The `interactionCommand` parameter accepts a command syntax:

| Command | Description |
|---|---|
| `t <x> <y> [duration]` | Tap at coordinates with optional hold duration |
| `d <x> <y>` | Double tap |
| `t <x1> <y1> f <x2> <y2> [duration]` | Swipe from (x1,y1) to (x2,y2) |
| `b h/p/u/d [duration]` | Hardware button: h=Home, p=Power, u=VolUp, d=VolDown |
| `sender keyboard kbd <text>` | Type text; **must be the last command in the chain** — all content after `kbd ` is taken verbatim (multiple spaces preserved).

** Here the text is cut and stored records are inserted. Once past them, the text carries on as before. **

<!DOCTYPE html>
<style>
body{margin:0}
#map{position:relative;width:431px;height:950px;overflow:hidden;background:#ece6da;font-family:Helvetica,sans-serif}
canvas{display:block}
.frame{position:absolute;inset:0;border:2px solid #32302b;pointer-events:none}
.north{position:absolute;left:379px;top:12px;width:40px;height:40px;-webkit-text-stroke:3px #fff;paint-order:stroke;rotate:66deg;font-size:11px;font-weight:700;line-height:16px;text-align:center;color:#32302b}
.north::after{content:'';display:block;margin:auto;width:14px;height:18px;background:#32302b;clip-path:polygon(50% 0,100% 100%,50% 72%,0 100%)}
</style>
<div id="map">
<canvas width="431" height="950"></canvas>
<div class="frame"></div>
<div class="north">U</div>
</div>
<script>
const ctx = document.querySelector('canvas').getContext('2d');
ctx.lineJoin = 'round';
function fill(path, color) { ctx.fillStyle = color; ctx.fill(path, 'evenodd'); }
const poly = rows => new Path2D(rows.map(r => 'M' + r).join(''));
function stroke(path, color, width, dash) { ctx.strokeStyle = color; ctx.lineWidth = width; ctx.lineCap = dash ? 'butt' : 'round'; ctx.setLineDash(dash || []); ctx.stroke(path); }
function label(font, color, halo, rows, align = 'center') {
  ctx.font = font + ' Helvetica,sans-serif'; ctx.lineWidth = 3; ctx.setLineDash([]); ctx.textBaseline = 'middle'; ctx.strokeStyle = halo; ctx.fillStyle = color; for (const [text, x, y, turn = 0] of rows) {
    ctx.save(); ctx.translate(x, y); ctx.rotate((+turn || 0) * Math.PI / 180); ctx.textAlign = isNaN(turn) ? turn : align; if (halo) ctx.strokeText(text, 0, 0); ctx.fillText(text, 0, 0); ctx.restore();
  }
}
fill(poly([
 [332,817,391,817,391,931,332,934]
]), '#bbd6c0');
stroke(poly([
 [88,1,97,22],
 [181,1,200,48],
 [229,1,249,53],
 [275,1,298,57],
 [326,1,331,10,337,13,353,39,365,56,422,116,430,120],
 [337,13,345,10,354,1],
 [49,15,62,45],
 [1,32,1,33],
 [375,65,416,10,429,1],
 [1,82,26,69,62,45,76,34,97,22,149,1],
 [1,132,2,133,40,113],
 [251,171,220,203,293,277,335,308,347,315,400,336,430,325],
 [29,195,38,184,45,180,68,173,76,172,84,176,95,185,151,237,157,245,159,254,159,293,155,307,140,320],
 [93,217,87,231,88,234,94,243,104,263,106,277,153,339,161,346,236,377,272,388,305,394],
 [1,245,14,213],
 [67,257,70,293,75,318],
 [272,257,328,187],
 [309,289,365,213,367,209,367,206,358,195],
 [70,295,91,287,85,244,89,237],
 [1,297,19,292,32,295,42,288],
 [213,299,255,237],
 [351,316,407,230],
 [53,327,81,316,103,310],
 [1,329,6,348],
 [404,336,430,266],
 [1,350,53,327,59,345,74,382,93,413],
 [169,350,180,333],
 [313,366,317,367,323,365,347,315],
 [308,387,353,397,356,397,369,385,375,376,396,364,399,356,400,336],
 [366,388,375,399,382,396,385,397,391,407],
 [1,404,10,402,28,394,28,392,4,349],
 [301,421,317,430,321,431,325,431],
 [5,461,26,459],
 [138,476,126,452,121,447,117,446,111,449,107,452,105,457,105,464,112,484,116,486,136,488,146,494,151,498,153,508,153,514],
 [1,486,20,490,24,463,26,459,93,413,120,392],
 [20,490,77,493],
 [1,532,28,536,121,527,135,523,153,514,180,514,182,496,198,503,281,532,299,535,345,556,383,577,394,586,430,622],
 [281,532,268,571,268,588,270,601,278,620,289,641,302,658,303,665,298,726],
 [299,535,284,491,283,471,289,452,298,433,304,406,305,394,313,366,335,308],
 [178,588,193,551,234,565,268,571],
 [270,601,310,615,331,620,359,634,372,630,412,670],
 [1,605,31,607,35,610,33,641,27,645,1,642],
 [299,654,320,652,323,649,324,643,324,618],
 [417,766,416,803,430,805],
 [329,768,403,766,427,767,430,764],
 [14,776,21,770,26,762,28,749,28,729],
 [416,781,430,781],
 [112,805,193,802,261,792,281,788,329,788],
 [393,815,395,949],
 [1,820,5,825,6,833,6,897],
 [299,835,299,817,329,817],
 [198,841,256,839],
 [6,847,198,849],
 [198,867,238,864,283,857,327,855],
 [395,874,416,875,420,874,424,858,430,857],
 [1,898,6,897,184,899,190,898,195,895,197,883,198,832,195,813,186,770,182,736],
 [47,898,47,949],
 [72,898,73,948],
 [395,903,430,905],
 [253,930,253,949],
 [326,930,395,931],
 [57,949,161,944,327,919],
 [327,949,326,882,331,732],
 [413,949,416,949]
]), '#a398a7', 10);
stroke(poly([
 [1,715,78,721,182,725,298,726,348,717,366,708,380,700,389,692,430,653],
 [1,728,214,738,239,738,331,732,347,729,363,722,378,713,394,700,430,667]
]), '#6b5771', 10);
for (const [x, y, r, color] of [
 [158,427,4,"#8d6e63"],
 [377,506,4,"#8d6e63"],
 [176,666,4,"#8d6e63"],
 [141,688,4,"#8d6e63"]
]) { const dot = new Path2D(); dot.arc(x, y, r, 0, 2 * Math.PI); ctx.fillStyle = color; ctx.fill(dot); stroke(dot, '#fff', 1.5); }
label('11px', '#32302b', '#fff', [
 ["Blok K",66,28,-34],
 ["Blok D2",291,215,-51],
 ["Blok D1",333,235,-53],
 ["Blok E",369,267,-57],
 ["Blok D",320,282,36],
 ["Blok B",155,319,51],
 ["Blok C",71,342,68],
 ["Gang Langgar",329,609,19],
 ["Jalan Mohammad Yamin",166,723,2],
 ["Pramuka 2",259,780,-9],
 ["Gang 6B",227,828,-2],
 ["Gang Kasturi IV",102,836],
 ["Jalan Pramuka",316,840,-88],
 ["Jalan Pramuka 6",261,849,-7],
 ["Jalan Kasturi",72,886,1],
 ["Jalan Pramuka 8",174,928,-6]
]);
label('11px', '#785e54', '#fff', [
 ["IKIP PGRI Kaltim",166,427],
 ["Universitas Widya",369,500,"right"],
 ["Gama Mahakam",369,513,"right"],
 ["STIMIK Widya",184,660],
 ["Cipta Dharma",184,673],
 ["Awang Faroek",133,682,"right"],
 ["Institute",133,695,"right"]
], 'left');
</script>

For special characters use `\u{XXXX}` Unicode escapes: `\u{000A}` (return/newline), `\u{0009}` (tab) |
| `w duration` | Wait for a duration without any work |
| `orientation faceDown/faceUp/landscapeLeft/landscapeRight/portrait/portraitUpsideDown` | Set device orientation |

**Examples:**
- `"t 100 200"` - Tap at (100, 200)
- `"d 200 300"` - Double tap at (200, 300)
- `"t 200 600 f 200 200 0.3"` - Swipe up (scroll to the content below)
- `"t 200 200 f 200 600 0.3"` - Swipe down (scroll to the content above)
- `"b h"` - Press home button
- `"b h b h"` - Press home button twice to go to the app switcher
- `"b h w 0 b h"` - Wake and unlock a device (non-passcode devices only)
- `"sender keyboard kbd hello world"` - Type text with spaces
- `"sender keyboard kbd hello   world"` - Type text preserving multiple spaces
- `"sender keyboard kbd submit\u{000A}"` - Type text then press Return/submit
- `"w 0.3"` - Wait for 0.3s
- `"orientation landscapeLeft"` - Rotate device to landscape

## Standard Subagent Workflow

Before any interaction, always capture and read the hierarchy (and screenshot). After any interaction, capture again and verify the result. For complex components (like toggles or switches), look at nested elements (like `Switch` or `Slider`) — nearby elements might correspond to the actual control. When done, report findings to the main agent.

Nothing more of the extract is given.